*** Opening The data ***

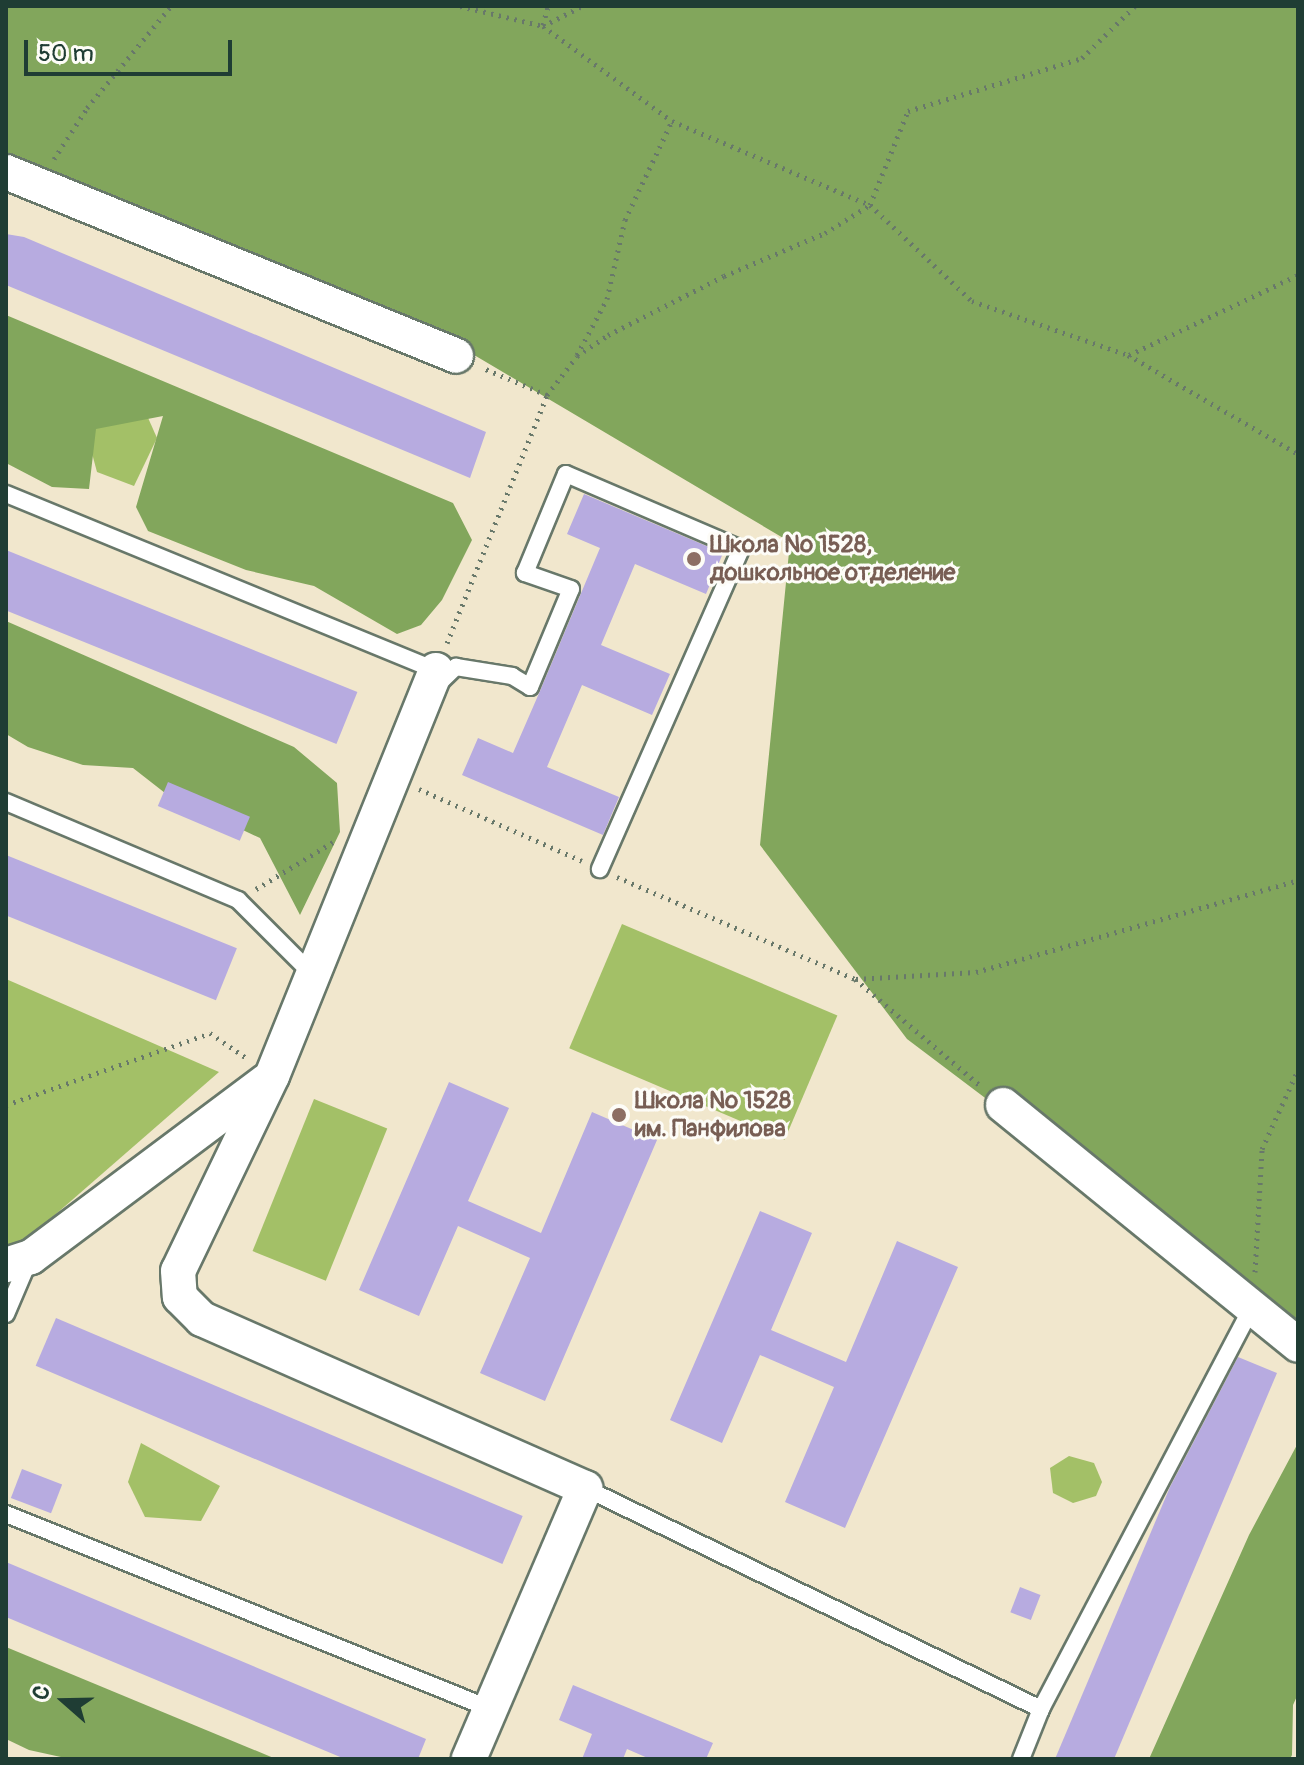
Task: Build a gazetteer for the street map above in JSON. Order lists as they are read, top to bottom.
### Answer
{
  "places": ["Школа № 1528, дошкольное отделение", "Школа № 1528 им. Панфилова"],
  "scale_bar": "50 m",
  "north": "left"
}
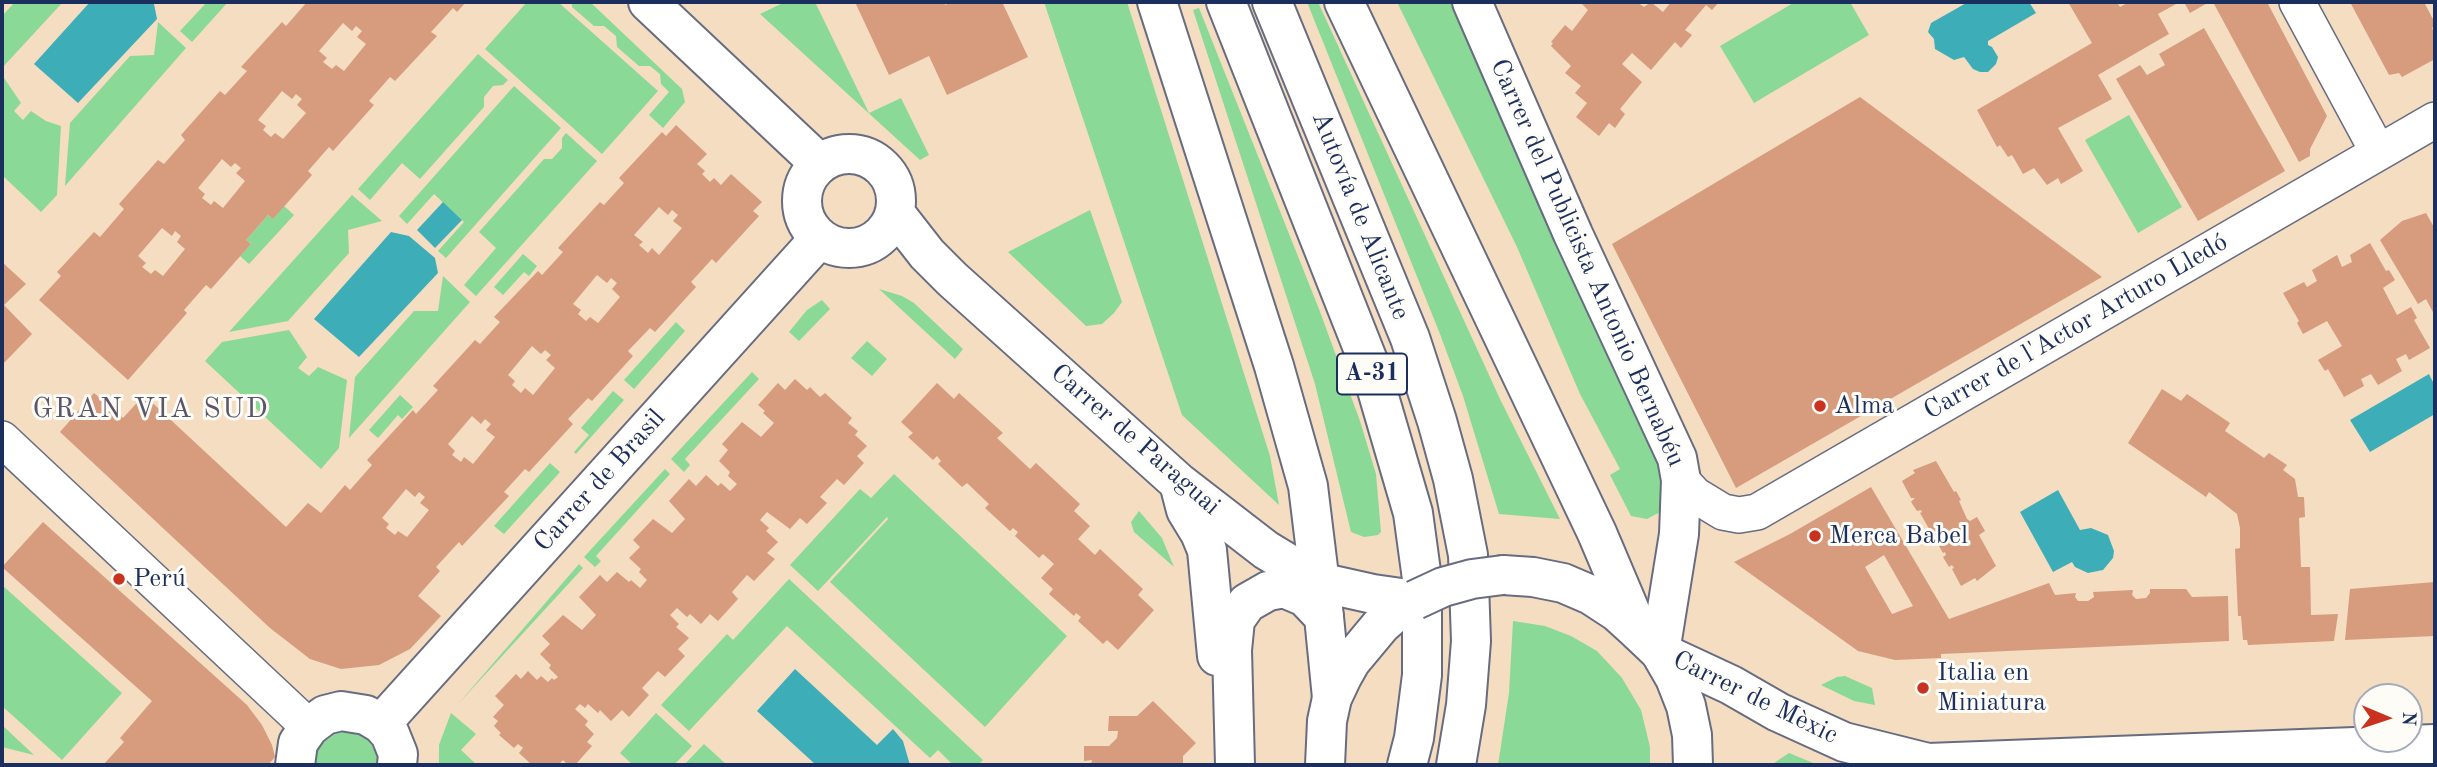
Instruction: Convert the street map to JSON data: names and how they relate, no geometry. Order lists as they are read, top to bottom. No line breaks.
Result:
{"streets":{"main road":["Autovía de Alicante","Carrer del Publicista Antonio Bernabéu","A-31","Carrer de Paraguai","Carrer de Brasil","Carrer de Mèxic"],"street":["Carrer de l'Actor Arturo Lledó"]},"crossings":[["Carrer del Publicista Antonio Bernabéu","Carrer de l'Actor Arturo Lledó"],["Carrer del Publicista Antonio Bernabéu","Carrer de Mèxic"],["Carrer de Paraguai","Carrer de Brasil"],["Carrer de Paraguai","Carrer de Mèxic"]],"districts":["GRAN VIA SUD"],"places":["Alma","Merca Babel","Perú","Italia en Miniatura"],"north":"right"}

*** Closing The data ***

§ Assignment: Reproduce each entry word for word and cut the images.

§ Exercise solution:
Task: Build a gazetteer for the street map above in JSON. Order lists as they are read, top to bottom.
### Answer
{
  "places": ["Школа № 1528, дошкольное отделение", "Школа № 1528 им. Панфилова"],
  "scale_bar": "50 m",
  "north": "left"
}
Instruction: Convert the street map to JSON data: names and how they relate, no geometry. Order lists as they are read, top to bottom. No line breaks.
Result:
{"streets":{"main road":["Autovía de Alicante","Carrer del Publicista Antonio Bernabéu","A-31","Carrer de Paraguai","Carrer de Brasil","Carrer de Mèxic"],"street":["Carrer de l'Actor Arturo Lledó"]},"crossings":[["Carrer del Publicista Antonio Bernabéu","Carrer de l'Actor Arturo Lledó"],["Carrer del Publicista Antonio Bernabéu","Carrer de Mèxic"],["Carrer de Paraguai","Carrer de Brasil"],["Carrer de Paraguai","Carrer de Mèxic"]],"districts":["GRAN VIA SUD"],"places":["Alma","Merca Babel","Perú","Italia en Miniatura"],"north":"right"}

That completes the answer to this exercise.